Collected data entries
------

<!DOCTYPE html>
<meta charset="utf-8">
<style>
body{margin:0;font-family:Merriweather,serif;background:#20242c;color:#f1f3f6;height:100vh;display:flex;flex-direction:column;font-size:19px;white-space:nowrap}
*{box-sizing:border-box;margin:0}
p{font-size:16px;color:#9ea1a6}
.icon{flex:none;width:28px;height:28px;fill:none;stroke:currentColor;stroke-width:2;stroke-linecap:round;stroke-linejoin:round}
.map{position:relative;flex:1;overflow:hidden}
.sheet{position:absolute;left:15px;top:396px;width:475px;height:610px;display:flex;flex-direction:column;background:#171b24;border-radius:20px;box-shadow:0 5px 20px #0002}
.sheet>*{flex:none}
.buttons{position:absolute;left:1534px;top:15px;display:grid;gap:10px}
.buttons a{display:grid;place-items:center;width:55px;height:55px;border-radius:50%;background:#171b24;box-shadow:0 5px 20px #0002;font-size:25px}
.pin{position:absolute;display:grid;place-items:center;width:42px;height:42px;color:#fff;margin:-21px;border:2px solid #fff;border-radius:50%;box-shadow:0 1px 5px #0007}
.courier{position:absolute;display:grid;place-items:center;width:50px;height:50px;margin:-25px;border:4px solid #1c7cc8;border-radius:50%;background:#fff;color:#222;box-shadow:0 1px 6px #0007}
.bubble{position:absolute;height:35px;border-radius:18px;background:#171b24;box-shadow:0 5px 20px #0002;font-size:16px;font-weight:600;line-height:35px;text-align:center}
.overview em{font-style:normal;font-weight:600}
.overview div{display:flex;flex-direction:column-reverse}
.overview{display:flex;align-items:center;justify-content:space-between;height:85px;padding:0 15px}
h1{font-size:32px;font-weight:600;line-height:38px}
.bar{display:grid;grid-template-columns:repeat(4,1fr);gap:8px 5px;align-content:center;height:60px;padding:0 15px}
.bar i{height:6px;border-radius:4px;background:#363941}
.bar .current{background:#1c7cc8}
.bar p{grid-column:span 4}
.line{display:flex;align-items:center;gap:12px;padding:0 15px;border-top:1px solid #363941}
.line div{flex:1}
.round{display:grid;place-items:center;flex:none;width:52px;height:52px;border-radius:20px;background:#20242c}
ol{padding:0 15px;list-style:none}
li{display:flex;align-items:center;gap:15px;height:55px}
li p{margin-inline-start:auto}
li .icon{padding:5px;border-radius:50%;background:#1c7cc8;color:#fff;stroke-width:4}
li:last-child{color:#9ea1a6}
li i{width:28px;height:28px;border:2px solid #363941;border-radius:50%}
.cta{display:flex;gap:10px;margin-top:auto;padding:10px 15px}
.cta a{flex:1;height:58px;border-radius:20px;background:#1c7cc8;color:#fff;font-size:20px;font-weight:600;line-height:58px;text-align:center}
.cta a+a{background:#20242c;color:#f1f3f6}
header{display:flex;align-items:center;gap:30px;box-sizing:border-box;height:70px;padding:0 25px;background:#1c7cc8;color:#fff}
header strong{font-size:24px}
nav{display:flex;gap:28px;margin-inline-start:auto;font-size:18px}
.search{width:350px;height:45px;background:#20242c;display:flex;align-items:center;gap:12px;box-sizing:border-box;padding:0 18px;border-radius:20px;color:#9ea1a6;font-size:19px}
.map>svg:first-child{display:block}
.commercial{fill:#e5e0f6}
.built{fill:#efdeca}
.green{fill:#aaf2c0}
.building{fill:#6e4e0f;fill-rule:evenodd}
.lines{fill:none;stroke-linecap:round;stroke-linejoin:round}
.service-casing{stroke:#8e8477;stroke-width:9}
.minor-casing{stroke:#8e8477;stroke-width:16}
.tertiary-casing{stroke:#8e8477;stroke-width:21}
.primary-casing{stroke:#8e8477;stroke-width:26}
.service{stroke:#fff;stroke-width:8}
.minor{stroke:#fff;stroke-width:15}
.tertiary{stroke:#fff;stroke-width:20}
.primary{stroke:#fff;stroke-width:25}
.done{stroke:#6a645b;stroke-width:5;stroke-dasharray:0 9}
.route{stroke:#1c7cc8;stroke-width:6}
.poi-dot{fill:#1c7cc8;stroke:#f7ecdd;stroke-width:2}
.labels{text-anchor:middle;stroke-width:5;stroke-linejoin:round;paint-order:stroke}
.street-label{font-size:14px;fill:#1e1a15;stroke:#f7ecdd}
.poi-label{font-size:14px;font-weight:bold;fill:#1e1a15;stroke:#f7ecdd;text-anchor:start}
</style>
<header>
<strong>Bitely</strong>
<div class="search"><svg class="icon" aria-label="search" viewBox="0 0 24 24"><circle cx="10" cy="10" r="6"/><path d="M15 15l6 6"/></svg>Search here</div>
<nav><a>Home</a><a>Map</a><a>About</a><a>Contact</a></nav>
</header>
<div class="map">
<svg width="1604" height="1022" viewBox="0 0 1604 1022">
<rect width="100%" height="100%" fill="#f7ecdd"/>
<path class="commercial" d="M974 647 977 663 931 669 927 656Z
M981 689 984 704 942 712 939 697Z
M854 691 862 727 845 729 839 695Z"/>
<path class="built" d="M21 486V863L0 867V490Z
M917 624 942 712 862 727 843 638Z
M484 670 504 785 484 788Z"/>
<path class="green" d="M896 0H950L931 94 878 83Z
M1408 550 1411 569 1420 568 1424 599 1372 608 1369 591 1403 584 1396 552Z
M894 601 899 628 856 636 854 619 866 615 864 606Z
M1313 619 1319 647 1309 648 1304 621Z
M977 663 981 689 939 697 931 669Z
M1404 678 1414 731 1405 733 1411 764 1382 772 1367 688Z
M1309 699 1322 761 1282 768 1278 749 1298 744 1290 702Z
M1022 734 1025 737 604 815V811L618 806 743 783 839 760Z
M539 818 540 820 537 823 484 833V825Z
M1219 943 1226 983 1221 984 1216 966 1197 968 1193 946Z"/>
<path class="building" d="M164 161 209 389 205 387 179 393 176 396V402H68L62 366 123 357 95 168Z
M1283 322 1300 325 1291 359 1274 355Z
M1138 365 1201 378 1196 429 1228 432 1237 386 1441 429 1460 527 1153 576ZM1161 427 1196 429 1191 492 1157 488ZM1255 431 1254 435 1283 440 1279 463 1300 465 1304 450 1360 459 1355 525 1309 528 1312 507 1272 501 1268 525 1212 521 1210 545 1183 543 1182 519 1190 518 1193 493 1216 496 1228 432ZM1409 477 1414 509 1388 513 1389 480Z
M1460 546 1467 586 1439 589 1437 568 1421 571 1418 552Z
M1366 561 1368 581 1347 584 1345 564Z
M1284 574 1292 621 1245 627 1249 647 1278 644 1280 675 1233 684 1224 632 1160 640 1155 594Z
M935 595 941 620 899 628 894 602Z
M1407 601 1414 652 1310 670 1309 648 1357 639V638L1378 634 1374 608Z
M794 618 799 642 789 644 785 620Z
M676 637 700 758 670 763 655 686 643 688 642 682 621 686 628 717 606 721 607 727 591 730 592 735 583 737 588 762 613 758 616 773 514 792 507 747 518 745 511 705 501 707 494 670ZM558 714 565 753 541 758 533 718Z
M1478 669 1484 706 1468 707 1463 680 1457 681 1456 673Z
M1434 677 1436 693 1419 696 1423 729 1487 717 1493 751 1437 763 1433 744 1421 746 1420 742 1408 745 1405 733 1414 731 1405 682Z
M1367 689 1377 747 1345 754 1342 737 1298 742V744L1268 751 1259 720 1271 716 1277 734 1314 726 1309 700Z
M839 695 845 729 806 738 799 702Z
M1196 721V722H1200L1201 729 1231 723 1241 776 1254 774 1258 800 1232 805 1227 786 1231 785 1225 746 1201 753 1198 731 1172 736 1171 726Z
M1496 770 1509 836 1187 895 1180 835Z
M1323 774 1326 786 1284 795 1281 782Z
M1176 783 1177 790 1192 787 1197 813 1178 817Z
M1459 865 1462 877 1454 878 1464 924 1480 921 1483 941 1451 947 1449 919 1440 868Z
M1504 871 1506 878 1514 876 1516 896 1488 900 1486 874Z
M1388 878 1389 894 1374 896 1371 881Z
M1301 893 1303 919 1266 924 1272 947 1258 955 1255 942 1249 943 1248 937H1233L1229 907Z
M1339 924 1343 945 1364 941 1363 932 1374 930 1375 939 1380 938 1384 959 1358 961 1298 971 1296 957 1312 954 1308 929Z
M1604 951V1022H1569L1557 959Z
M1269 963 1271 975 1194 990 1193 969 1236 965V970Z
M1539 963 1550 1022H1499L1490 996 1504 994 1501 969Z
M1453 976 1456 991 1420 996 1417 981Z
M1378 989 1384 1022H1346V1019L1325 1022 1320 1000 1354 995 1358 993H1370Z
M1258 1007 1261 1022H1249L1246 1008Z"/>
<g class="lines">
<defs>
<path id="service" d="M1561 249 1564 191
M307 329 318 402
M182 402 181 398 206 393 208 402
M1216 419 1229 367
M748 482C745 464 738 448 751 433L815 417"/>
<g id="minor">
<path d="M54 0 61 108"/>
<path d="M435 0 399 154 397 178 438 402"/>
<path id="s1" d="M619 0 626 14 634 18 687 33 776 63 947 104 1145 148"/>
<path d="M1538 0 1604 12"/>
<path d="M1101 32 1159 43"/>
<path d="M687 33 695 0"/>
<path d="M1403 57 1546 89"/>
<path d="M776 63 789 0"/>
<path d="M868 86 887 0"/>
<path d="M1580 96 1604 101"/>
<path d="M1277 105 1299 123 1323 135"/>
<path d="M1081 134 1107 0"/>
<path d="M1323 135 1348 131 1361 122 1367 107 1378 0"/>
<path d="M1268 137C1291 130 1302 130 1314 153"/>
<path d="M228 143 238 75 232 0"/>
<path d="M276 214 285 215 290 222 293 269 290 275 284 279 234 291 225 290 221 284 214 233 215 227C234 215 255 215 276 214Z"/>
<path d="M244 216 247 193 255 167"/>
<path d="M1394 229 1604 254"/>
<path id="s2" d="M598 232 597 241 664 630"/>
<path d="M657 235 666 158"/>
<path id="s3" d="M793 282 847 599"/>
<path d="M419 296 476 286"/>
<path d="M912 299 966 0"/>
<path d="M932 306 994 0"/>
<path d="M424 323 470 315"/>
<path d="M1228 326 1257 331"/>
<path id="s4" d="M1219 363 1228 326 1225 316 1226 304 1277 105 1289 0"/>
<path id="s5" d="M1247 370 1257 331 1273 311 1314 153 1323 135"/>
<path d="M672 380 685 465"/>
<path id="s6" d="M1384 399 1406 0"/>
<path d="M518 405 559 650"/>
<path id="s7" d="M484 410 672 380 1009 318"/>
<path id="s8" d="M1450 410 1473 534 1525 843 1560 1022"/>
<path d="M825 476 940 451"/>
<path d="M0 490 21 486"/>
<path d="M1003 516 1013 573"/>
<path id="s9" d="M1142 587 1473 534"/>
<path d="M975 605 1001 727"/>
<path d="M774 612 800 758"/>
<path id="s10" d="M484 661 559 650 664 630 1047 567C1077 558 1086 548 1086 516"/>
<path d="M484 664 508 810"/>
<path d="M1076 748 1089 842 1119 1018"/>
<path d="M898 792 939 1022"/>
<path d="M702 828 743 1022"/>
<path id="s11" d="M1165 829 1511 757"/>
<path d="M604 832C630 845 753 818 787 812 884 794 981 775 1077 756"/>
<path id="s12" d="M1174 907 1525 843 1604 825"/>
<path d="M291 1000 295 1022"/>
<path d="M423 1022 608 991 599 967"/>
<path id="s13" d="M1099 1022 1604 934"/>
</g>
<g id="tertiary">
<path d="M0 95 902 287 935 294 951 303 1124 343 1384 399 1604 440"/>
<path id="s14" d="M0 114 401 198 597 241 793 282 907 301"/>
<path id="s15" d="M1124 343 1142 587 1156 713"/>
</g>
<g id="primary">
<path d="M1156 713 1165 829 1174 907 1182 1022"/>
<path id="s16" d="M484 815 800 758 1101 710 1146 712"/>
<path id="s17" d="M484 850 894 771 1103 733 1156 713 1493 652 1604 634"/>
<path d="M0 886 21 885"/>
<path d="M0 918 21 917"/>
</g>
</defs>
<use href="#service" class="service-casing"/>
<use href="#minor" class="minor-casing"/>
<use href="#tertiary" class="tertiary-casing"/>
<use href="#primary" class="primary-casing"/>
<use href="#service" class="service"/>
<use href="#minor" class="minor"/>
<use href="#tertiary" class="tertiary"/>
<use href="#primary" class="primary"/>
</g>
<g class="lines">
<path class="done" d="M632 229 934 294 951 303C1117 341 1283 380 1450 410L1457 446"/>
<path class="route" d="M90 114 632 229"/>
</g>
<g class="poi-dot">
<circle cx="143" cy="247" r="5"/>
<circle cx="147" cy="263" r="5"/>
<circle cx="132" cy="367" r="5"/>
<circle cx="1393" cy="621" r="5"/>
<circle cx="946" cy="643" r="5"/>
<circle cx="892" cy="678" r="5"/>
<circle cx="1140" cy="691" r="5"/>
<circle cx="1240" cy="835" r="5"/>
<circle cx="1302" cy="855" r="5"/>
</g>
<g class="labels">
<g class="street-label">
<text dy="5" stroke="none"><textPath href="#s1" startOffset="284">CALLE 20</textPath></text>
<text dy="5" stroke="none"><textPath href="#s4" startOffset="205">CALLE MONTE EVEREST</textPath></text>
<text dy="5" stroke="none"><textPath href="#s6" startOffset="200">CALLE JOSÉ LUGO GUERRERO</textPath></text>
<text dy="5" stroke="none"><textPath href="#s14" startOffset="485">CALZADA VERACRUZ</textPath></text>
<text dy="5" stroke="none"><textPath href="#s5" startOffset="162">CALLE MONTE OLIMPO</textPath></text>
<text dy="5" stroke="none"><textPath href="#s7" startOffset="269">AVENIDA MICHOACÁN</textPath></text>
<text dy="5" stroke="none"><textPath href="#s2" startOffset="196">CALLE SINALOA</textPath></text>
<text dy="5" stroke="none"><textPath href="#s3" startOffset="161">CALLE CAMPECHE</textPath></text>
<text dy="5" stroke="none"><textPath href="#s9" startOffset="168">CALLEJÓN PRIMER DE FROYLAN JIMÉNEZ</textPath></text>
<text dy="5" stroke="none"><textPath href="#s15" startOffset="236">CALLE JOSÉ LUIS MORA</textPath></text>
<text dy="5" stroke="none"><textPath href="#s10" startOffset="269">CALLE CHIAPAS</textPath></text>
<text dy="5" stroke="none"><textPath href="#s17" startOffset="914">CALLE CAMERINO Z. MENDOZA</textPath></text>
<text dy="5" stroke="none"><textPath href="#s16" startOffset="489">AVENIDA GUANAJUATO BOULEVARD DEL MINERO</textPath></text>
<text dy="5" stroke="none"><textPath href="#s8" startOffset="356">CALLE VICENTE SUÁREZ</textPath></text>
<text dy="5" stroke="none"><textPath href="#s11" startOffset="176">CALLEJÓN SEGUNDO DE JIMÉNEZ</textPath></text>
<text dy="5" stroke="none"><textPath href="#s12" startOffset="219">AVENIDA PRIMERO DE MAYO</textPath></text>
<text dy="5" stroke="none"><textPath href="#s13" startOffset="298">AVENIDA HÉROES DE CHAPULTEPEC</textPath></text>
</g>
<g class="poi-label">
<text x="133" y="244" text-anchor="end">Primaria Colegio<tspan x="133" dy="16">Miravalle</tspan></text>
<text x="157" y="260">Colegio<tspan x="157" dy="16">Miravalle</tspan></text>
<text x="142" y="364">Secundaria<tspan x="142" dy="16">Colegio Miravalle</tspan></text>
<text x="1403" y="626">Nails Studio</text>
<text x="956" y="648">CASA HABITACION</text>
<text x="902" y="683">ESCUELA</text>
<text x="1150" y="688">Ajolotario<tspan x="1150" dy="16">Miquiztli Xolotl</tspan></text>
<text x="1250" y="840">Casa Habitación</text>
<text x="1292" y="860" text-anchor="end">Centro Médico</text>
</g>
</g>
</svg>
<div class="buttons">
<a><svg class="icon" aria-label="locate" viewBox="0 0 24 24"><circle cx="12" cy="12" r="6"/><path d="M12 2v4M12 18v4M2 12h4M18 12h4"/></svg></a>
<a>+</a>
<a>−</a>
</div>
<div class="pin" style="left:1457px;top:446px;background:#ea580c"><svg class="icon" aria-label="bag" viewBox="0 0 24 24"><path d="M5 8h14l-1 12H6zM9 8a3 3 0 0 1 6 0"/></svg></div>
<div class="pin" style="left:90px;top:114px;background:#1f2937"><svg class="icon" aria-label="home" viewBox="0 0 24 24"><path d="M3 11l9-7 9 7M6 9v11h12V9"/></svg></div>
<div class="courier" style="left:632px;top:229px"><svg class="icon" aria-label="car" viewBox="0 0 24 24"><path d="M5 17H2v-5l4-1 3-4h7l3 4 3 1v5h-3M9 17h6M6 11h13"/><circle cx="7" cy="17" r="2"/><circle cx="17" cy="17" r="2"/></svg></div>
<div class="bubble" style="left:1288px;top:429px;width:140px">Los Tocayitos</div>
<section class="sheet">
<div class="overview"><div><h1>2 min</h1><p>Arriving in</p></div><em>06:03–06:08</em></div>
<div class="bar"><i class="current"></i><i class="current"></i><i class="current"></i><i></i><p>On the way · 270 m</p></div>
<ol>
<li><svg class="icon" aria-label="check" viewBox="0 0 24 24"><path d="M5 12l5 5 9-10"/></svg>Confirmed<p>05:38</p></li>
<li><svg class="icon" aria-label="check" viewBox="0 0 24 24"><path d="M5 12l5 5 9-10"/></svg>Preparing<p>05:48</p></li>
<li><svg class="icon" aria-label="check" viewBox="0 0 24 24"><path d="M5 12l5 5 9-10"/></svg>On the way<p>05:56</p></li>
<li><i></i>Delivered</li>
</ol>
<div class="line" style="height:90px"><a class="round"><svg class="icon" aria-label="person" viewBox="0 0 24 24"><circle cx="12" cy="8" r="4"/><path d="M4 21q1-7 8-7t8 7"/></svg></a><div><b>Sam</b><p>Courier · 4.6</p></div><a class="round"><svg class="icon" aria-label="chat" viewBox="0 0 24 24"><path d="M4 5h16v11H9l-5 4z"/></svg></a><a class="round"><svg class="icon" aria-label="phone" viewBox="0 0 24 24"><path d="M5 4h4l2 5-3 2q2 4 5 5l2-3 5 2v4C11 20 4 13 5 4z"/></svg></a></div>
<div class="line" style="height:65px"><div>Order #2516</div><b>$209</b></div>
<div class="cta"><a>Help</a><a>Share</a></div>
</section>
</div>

------

TRY IT — Look through the entries above and list every line containing "service".

ANSWER TO THIS EXERCISE —
.service-casing{stroke:#8e8477;stroke-width:9}
.service{stroke:#fff;stroke-width:8}
<path id="service" d="M1561 249 1564 191
<use href="#service" class="service-casing"/>
<use href="#service" class="service"/>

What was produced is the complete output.